BEŞENK: Siyasetçi kimliğinizin ile Diyarbakır’ın kritikliğini yaparmısınız?

 

ALTAÇ: Diyarbakır şu an itibari ile müthiş gerginlikte bir yapıya sahip. Malum Silvan’da. Bismil’de, Sur’da devam eden ciddi olaylar var. Bu olayların bir an önce neticelenmesi hepimizin talebidir. Bu olaylar neticesinde bölgede çok güvensiz bir ortam oluştu. Bunun yanında ekonomik anlamda bölge insanı çok ciddi, büyük krizlerle karşı karşıyadır. Silvan’da ki esnaf bitmiş noktada. Silvan’da yaşayan hemşerilerimizin büyük kısmı can güvenliklerinin olmadığından bahsediyorlar. Ticaret tamamen bitti, sosyal yaşam kalmadı, eğitim zaten malum, aynı şeyleri Diyarbakır’ın Sur ilçesinde de, Bismil ilçesinde de görüyoruz. Yaşananlar, bölge insanına maddi ve manevi zararlar vermenin dışında bir netice getirmiyor. Bir realite var ortada, sokağa çıkma yasaklarının yaşandığı zamanlarda insanlar en temel ihtiyaçlarını karşılayamıyor, bu onlara verilebilecek en büyük cezadır. Hendekler özgürlükleri ortadan kaldıran bir durum yaratmaktadır. Yaşanan bu olayların bir an önce sona ermesi bölge açısından büyük önem arz ediyor. Bölge halkı büyük bir krizin içersindedir ve bunu her kesimin görmesi gerekiyor.

 

BEŞENK: Çözüm süreci ile ilgili neler söyleyeceksiniz, zira şu an itibari ile buzdolabında ve Diyarbakır ise yangın yeri.

 

ALTAÇ: Çözüm süreci bu ülkenin olmazsa olmazıdır. Ak Parti hükümetlerinin tüm dönemlerinde gerçekleştirdiği reformlar, çalışmalar ne kadar ciddi olduğunu ortaya koyuyor. Bir süre sonra tarafların dirençleri yüzünden de şu andaki malum olayları yaşıyoruz.
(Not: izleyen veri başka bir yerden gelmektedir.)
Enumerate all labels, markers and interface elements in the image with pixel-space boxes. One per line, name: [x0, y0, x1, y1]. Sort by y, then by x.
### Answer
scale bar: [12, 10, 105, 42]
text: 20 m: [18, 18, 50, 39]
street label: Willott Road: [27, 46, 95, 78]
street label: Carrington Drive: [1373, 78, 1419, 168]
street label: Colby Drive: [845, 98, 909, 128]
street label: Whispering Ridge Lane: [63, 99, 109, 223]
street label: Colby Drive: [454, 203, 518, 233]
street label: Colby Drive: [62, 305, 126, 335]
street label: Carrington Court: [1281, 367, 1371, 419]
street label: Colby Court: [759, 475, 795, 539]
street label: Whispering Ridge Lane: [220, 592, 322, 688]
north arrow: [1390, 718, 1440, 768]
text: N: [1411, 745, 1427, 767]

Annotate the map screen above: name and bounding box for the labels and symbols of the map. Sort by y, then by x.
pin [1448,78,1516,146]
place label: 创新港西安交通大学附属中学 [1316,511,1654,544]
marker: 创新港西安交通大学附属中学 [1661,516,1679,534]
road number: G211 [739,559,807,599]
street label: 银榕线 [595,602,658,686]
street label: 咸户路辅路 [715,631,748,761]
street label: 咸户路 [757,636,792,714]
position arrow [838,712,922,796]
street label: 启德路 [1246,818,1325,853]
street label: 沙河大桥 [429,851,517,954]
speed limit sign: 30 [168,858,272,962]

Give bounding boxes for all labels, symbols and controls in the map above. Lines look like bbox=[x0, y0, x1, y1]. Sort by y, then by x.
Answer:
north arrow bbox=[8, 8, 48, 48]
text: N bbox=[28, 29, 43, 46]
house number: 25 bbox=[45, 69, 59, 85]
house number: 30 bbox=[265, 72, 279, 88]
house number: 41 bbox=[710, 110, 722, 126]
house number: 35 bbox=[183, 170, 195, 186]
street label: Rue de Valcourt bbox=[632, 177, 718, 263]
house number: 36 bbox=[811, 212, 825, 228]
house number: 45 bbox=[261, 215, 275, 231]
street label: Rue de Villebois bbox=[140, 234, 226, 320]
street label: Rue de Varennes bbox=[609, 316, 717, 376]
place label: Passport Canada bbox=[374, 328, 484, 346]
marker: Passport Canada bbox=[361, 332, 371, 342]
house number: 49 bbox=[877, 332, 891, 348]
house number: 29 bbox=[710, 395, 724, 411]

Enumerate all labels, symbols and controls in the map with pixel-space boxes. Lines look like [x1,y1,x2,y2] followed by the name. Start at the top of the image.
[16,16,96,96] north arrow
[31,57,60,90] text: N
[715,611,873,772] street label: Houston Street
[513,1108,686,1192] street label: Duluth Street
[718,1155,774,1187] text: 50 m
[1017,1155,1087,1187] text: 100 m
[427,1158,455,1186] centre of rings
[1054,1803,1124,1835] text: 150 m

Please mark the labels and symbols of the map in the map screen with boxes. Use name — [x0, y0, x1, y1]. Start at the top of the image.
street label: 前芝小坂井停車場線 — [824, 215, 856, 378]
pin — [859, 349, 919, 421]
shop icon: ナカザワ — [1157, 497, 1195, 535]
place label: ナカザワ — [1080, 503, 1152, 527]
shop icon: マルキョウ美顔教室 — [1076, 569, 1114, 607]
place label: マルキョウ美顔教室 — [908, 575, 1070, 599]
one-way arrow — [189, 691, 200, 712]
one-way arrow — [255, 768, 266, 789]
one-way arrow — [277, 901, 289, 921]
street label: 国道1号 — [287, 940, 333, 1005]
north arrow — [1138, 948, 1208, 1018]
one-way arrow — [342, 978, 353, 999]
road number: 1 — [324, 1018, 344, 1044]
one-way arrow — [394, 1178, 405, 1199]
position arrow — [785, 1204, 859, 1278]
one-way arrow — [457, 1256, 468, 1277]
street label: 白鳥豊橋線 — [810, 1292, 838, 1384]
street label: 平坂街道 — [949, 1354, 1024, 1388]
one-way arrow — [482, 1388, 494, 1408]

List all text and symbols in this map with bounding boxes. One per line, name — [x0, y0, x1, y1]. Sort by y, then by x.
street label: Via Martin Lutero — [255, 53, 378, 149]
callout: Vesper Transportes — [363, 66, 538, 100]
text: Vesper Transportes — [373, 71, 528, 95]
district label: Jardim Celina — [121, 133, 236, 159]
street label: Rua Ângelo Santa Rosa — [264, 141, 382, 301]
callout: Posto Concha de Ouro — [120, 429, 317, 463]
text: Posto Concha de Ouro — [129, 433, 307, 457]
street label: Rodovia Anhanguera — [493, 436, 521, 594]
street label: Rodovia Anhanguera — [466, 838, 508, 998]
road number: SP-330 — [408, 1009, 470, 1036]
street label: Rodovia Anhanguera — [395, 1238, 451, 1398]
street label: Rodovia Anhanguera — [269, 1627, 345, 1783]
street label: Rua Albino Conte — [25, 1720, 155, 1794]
Çözüm süreci buzdolabında olsa bile bu ülkede yaşayan tüm insanlarımızın, 80 Milyon yurttaşımızın öncelikli talebi kan ve gözyaşının bir an önce sonlanması. Sonlanma içinde çözüm sürecinin bir an önce buzdolabından çıkartılarak ısıtılması gerekiyor. Tabi bu sadece hükümetin yapacağı tek taraflı bir çalışmasıyla olmaz. Süreç, bu gün hendeklerin kazıldığı, çatışmalı ortamların olduğu, kan ve gözyaşının döküldüğü müddetçe hükümetin tek taraflı çabası ile olacak bir işte değil. Bunun gerek siyasi muhatapları, gerekse örgütün KCK yapılanması, silahlı birimlerinin hepsi bu durumu gözden geçirmeli ve diyalog yollarının nasıl kurulacağını irdelemeleri gerekiyor. Diyalog kurulduktan sonra da atılması gereken adımları müzakere yolları nelerdir diyerek çok ince eleyip sık dokuyup adım atmaları gerekiyor ki buzdolabında olan çözüm sürecinin masaya gelmesi ile birlikte 2013 – 2015 yılları arasındaki huzur ve barış ortamının tekrar sağlanması koşullarının oluşması gerekiyor. Tabiri caiz ise Çözüm süreci buzdolabından çıkartılarak mikrodalga fırında ısıtılmalıdır.

 

BEŞENK: Bölgede ciddi sıkıntılar yaşanıyor ve halkta korku ve panik hakim. Ekonomik bir buhranda yaşanıyor. Nasıl değerlendireceksiniz bu buhran halini?

 

ALTAÇ: Biz halkın içindeyiz sürekli, onların duygu ve düşüncelerini yakından bilmekteyim. Maalesef şu anda 1990’lı yıllardaki güvensiz ve insanların kendinden korktuğu bir süreci yaşıyoruz. Bu tür süreçlere ise insanlar can güvenliklerini nasıl sağlayacaklarının endişesini taşıyorlar. Çok ciddi, çok büyük boyutta ekonomik krizin olduğunu, birçok esnafın iflas ettiğini, birçoğunun da etmek üzere olduğunu, borçlarını ödeyemediğini, bir çok iş adamının bölgeden kaçtığını ve yine devlet tarafından yapılması planlanan yatırımlarının askıya alındığını biliyoruz ve bu durumları yaşıyoruz. Bunun bir diğer yansıması ise uzun vadede artacak olan işsizlik problemi ve beraberinde getireceği toplumsal olaylar olacak. Olayların tırmanması ile birlikte yaşanan ekonomik tahribat ile birlikte insanlarımız sosyal anlamda da çok sıkıntılı durumda. Diyarbakır’da saat 16-17’den sonra AVM’lerin dışında insan sirkülâsyonu göremiyorsunuz. Kısacası ekonomik yaşam Diyarbakır’da durma noktasındadır.